Each line of the records that follow must come back exactly, with pictures skipped.

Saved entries
◇ ◇ ◇ ◇ ◇
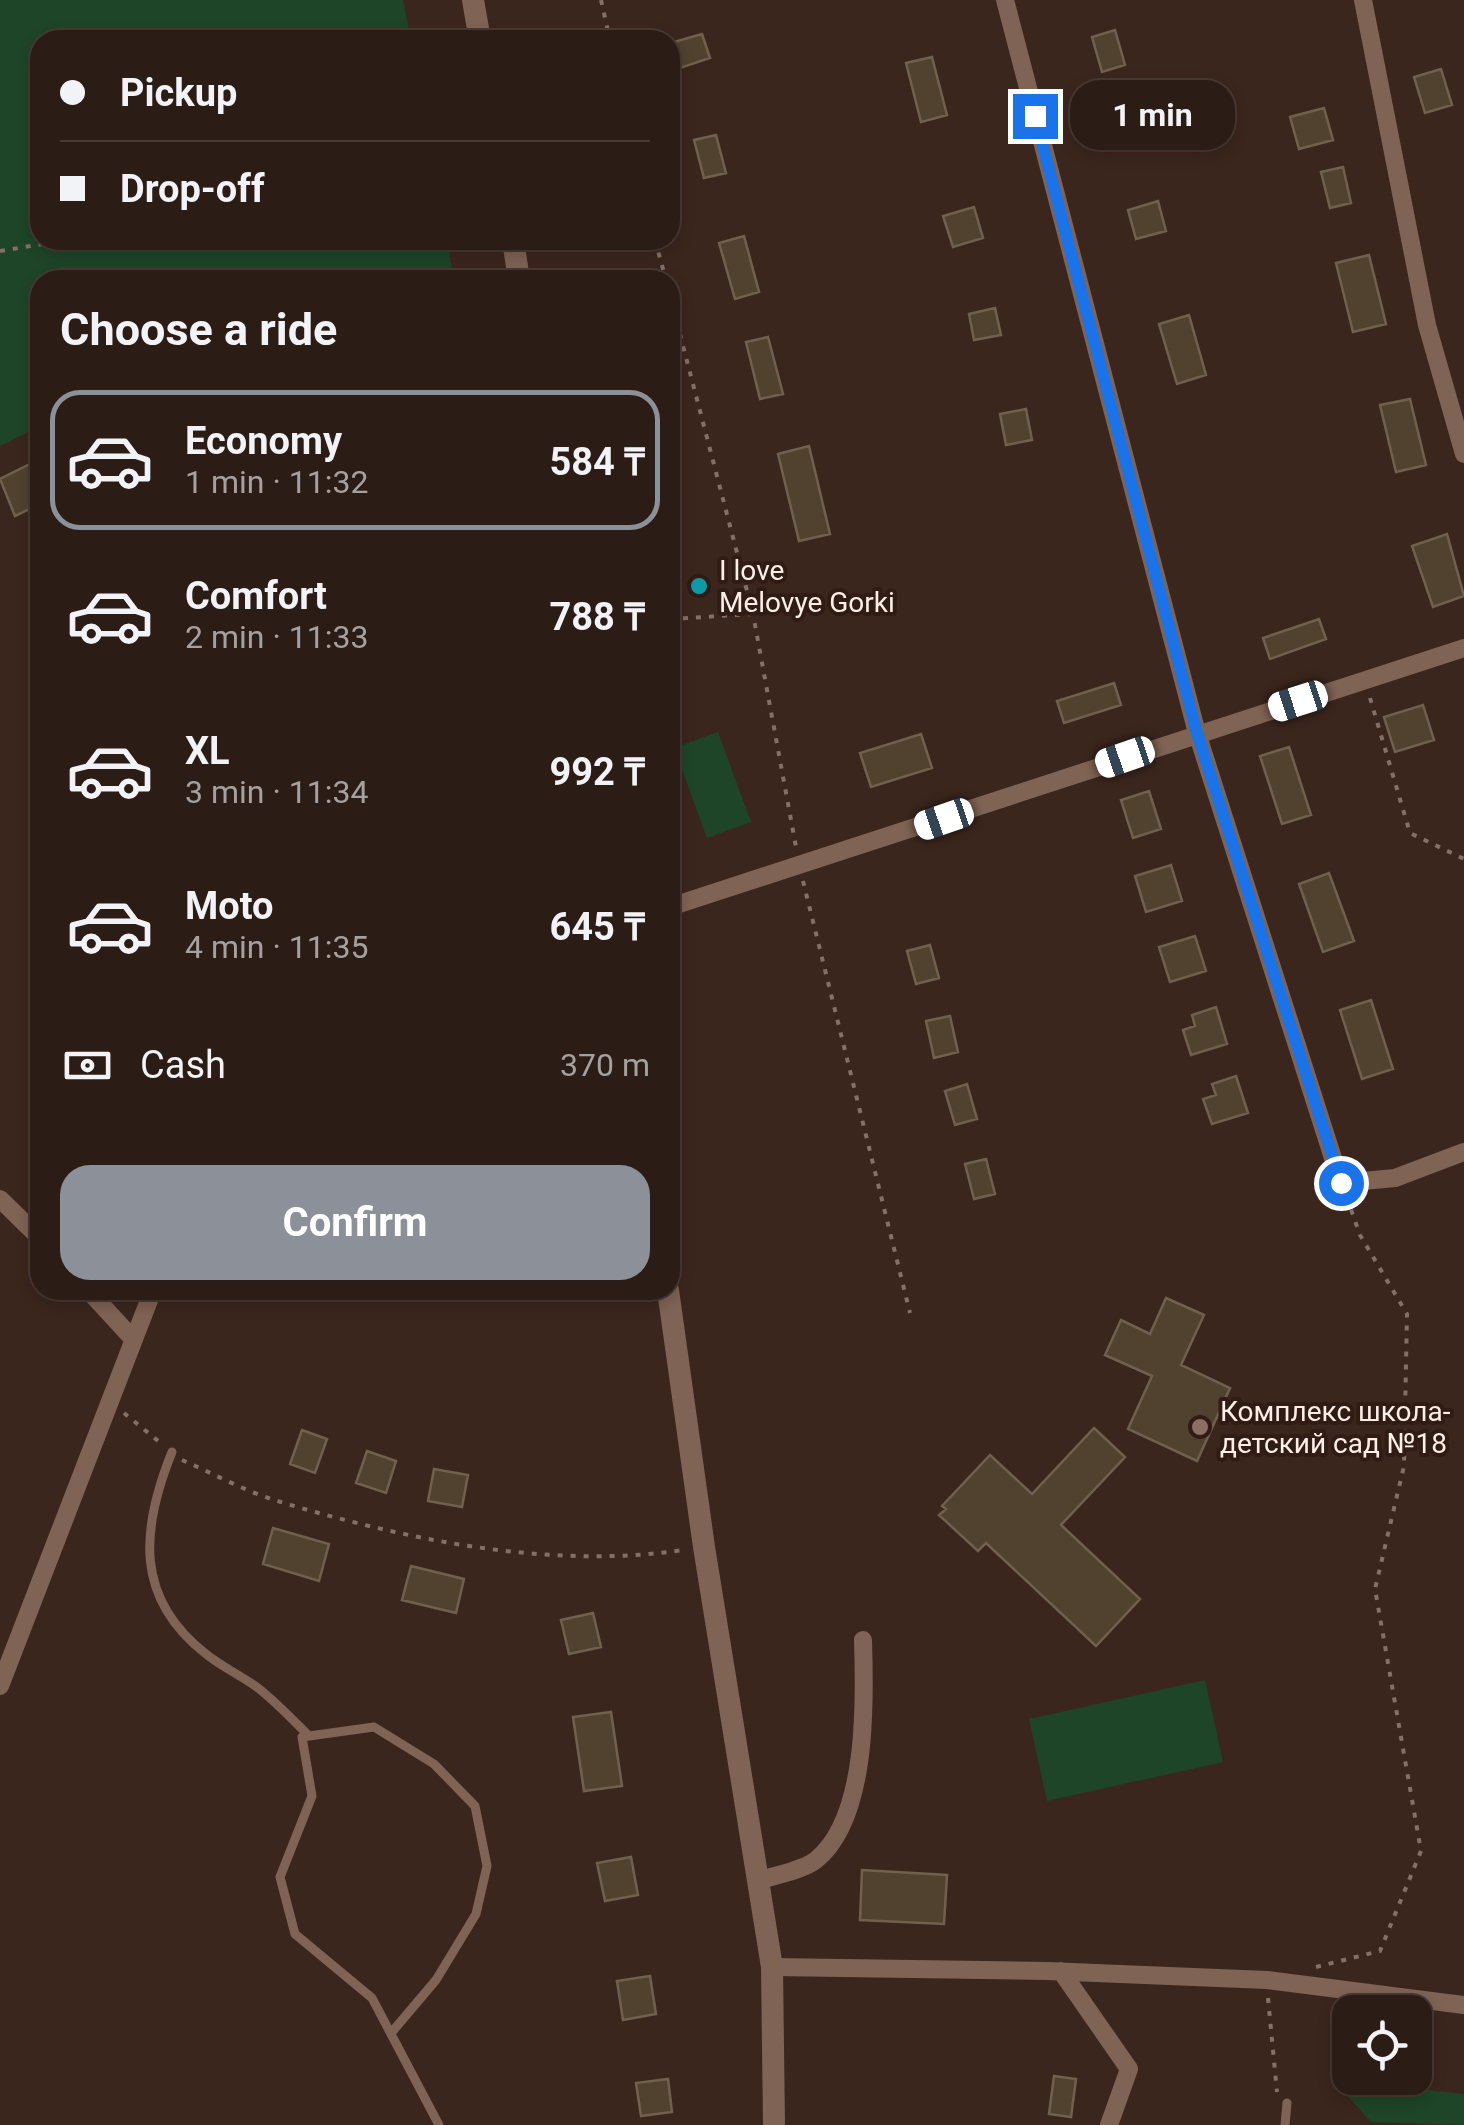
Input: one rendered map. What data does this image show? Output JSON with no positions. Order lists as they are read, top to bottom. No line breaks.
{"places":["I love Melovye Gorki","Комплекс школа- детский сад №18"],"page":{"banner":["Pickup","Drop-off"],"bubble":"1 min","heading":"Choose a ride","list":[{"name":"Economy","note":"1 min · 11:32","value":"584 ₸"},{"name":"Comfort","note":"2 min · 11:33","value":"788 ₸"},{"name":"XL","note":"3 min · 11:34","value":"992 ₸"},{"name":"Moto","note":"4 min · 11:35","value":"645 ₸"}],"pay":["Cash","370 m"],"buttons":"Confirm"}}
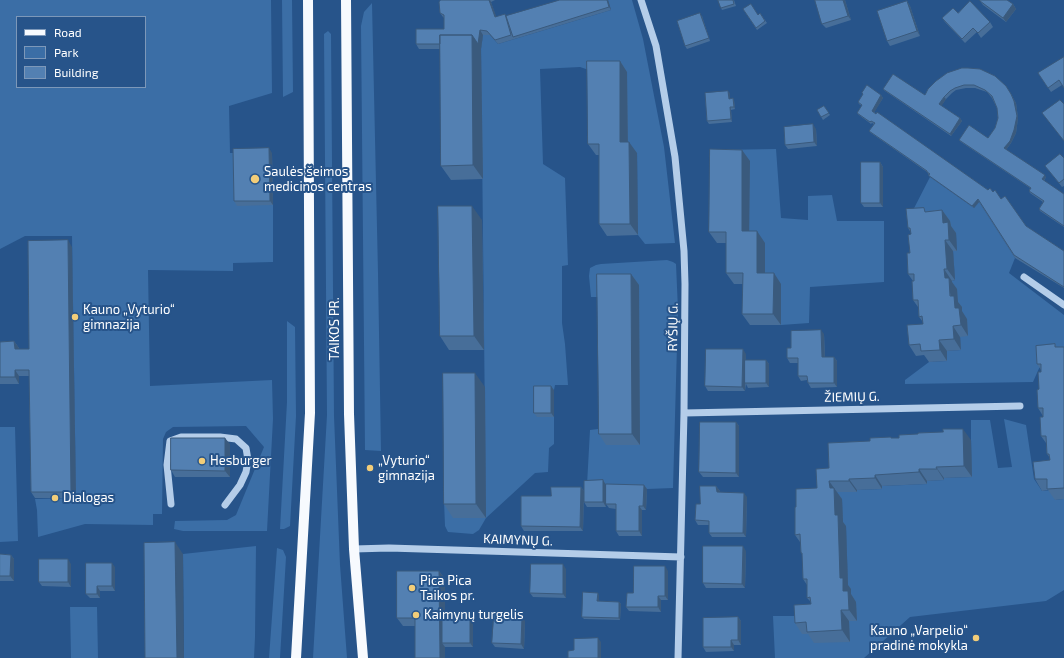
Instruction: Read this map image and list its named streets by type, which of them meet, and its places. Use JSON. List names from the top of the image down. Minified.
{"streets":{"main road":["TAIKOS PR."],"street":["RYŠIŲ G.","ŽIEMIŲ G.","KAIMYNŲ G."]},"crossings":[["RYŠIŲ G.","ŽIEMIŲ G."],["RYŠIŲ G.","KAIMYNŲ G."],["TAIKOS PR.","KAIMYNŲ G."]],"places":["Saulės šeimos medicinos centras","Kauno „Vyturio“ gimnazija","Hesburger","„Vyturio“ gimnazija","Dialogas","Pica Pica Taikos pr.","Kaimynų turgelis","Kauno „Varpelio“ pradinė mokykla"],"legend":["Road","Park","Building"]}
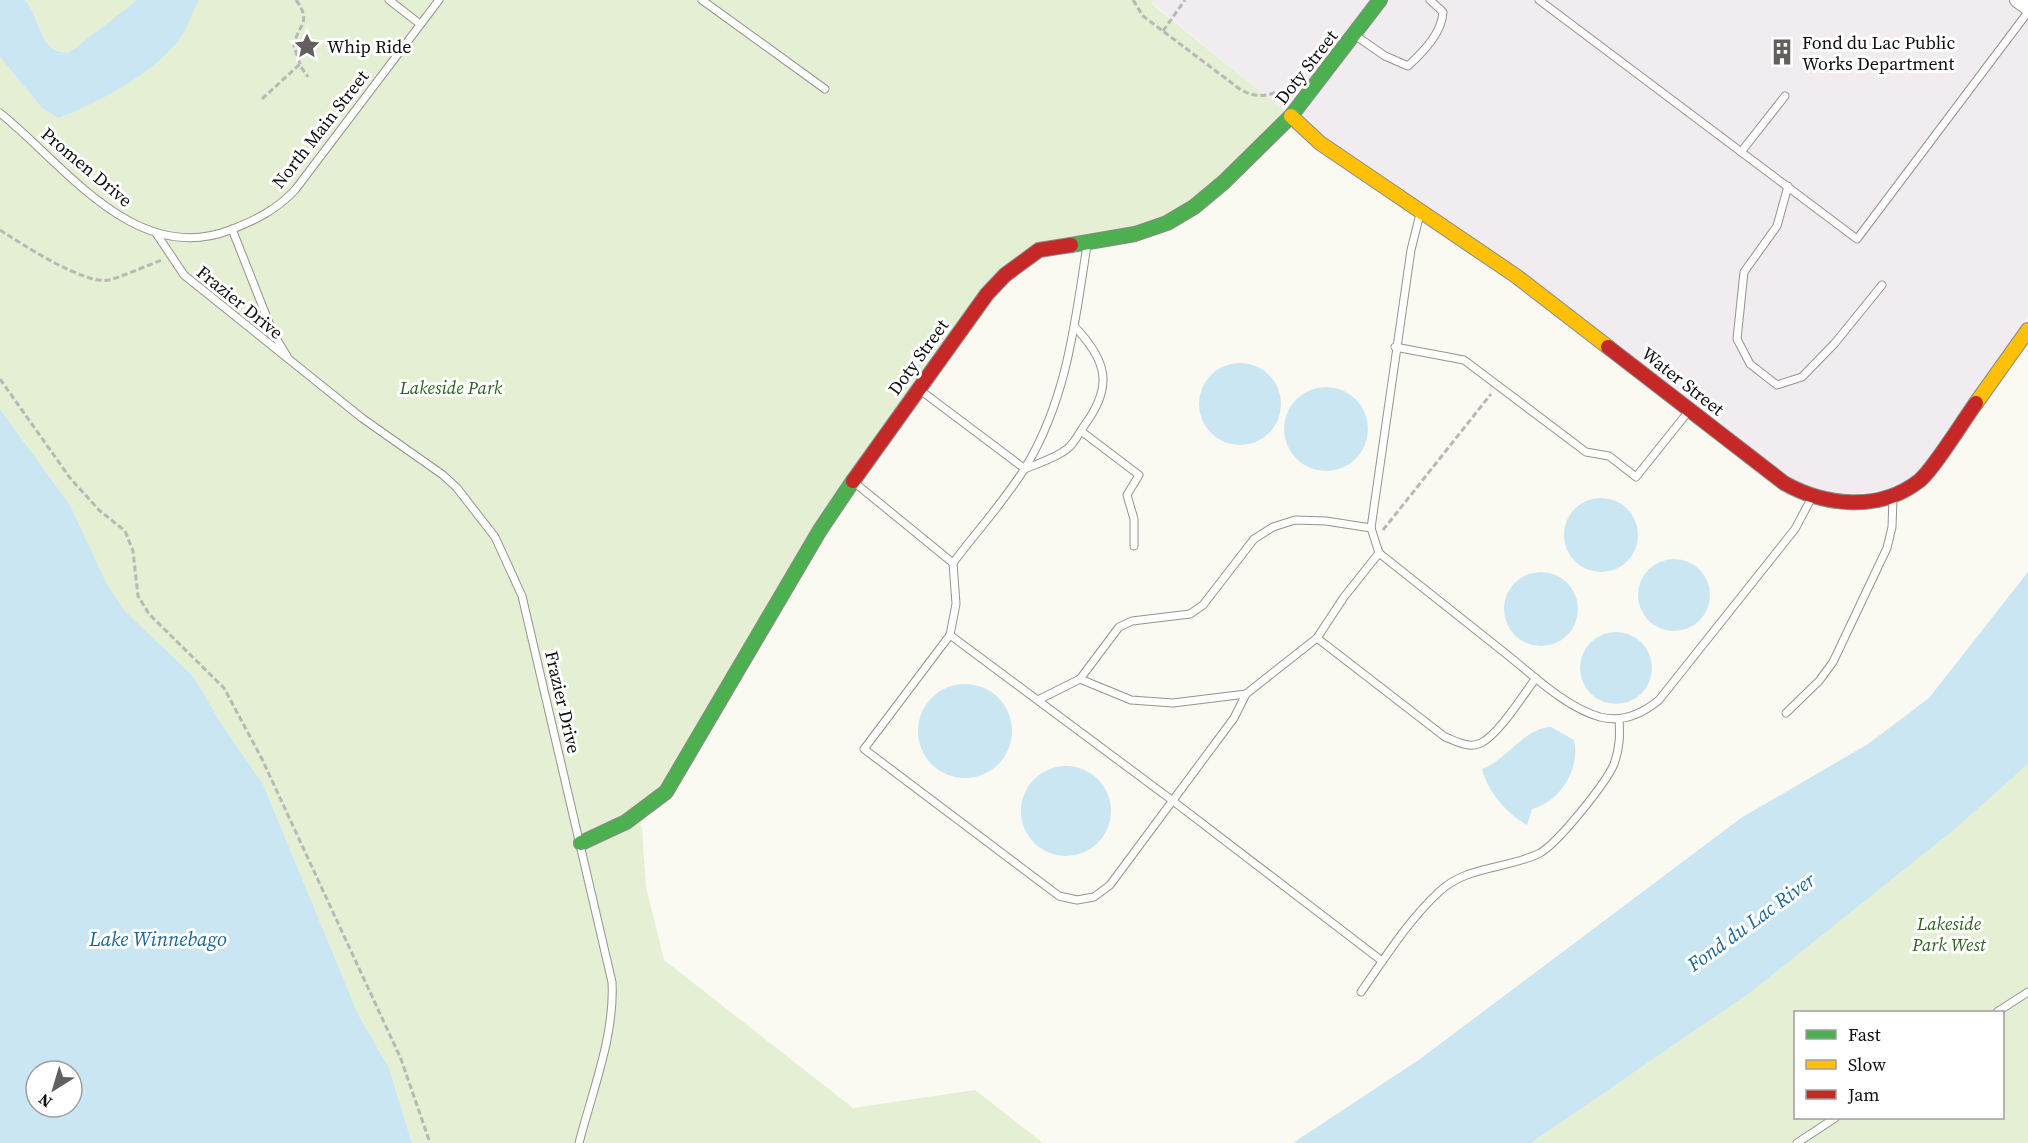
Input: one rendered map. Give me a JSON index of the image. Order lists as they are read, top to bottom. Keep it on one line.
{"streets":{"street":["Doty Street","Water Street"],"lane":["North Main Street","Promen Drive","Frazier Drive"]},"crossings":[["Doty Street","Frazier Drive"],["Doty Street","Water Street"],["North Main Street","Promen Drive"],["North Main Street","Frazier Drive"],["Promen Drive","Frazier Drive"]],"water":["Fond du Lac River","Lake Winnebago"],"parks":["Lakeside Park","Lakeside Park West"],"places":{"place":["Whip Ride"],"building":["Fond du Lac Public Works Department"]},"legend":["Fast","Slow","Jam"],"north":"bottom left"}
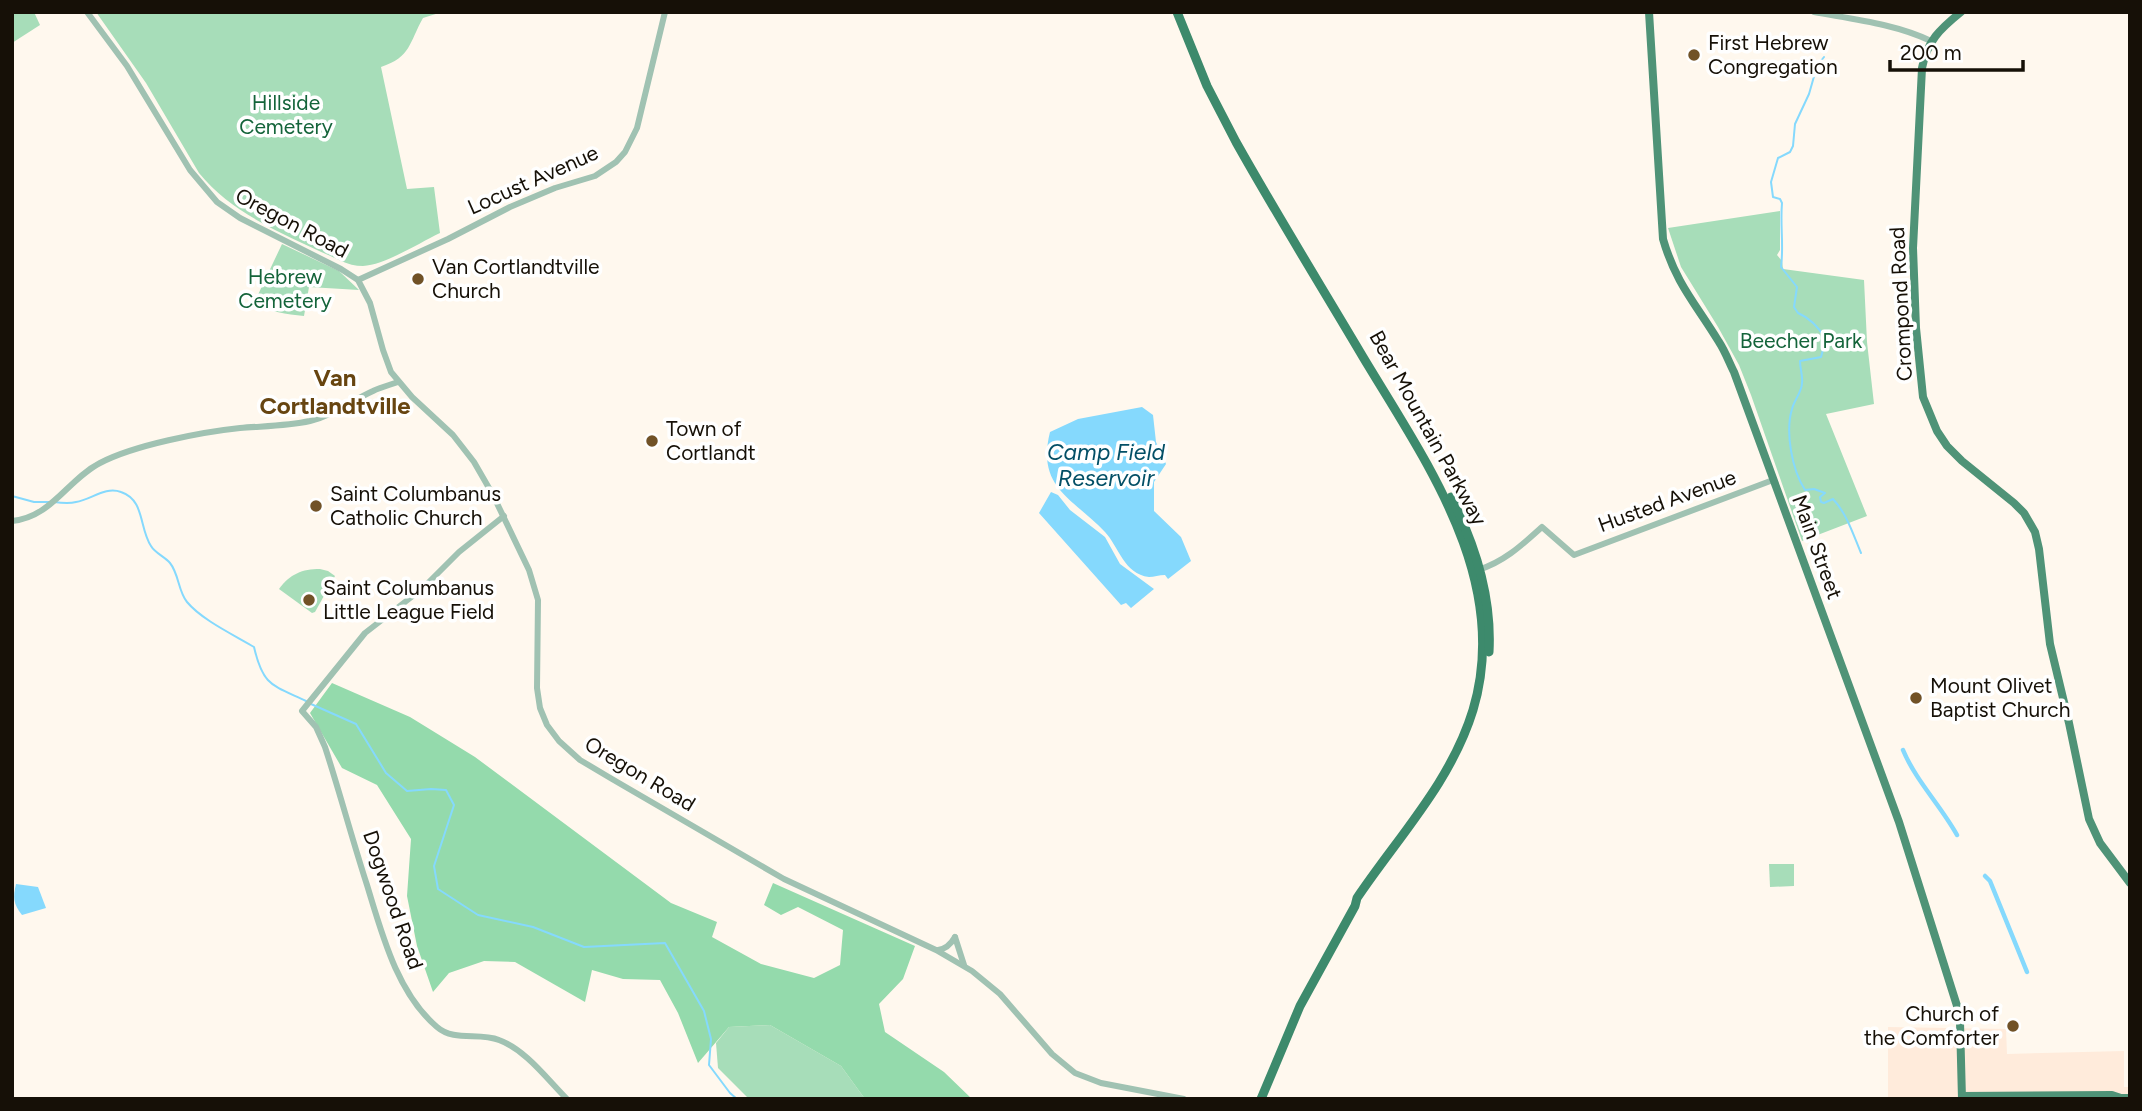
◇ ◇ ◇ ◇ ◇
» **Problem solution**:
Input: one rendered map. What data does this image show? Output JSON with no positions. Order lists as they are read, top to bottom. No line breaks.
{"places":["I love Melovye Gorki","Комплекс школа- детский сад №18"],"page":{"banner":["Pickup","Drop-off"],"bubble":"1 min","heading":"Choose a ride","list":[{"name":"Economy","note":"1 min · 11:32","value":"584 ₸"},{"name":"Comfort","note":"2 min · 11:33","value":"788 ₸"},{"name":"XL","note":"3 min · 11:34","value":"992 ₸"},{"name":"Moto","note":"4 min · 11:35","value":"645 ₸"}],"pay":["Cash","370 m"],"buttons":"Confirm"}}
Instruction: Read this map image and list its named streets by type, which of them meet, and its places. Use JSON. List names from the top of the image down. Minified.
{"streets":{"main road":["TAIKOS PR."],"street":["RYŠIŲ G.","ŽIEMIŲ G.","KAIMYNŲ G."]},"crossings":[["RYŠIŲ G.","ŽIEMIŲ G."],["RYŠIŲ G.","KAIMYNŲ G."],["TAIKOS PR.","KAIMYNŲ G."]],"places":["Saulės šeimos medicinos centras","Kauno „Vyturio“ gimnazija","Hesburger","„Vyturio“ gimnazija","Dialogas","Pica Pica Taikos pr.","Kaimynų turgelis","Kauno „Varpelio“ pradinė mokykla"],"legend":["Road","Park","Building"]}
Input: one rendered map. Give me a JSON index of the image. Order lists as they are read, top to bottom. Keep it on one line.
{"streets":{"street":["Doty Street","Water Street"],"lane":["North Main Street","Promen Drive","Frazier Drive"]},"crossings":[["Doty Street","Frazier Drive"],["Doty Street","Water Street"],["North Main Street","Promen Drive"],["North Main Street","Frazier Drive"],["Promen Drive","Frazier Drive"]],"water":["Fond du Lac River","Lake Winnebago"],"parks":["Lakeside Park","Lakeside Park West"],"places":{"place":["Whip Ride"],"building":["Fond du Lac Public Works Department"]},"legend":["Fast","Slow","Jam"],"north":"bottom left"}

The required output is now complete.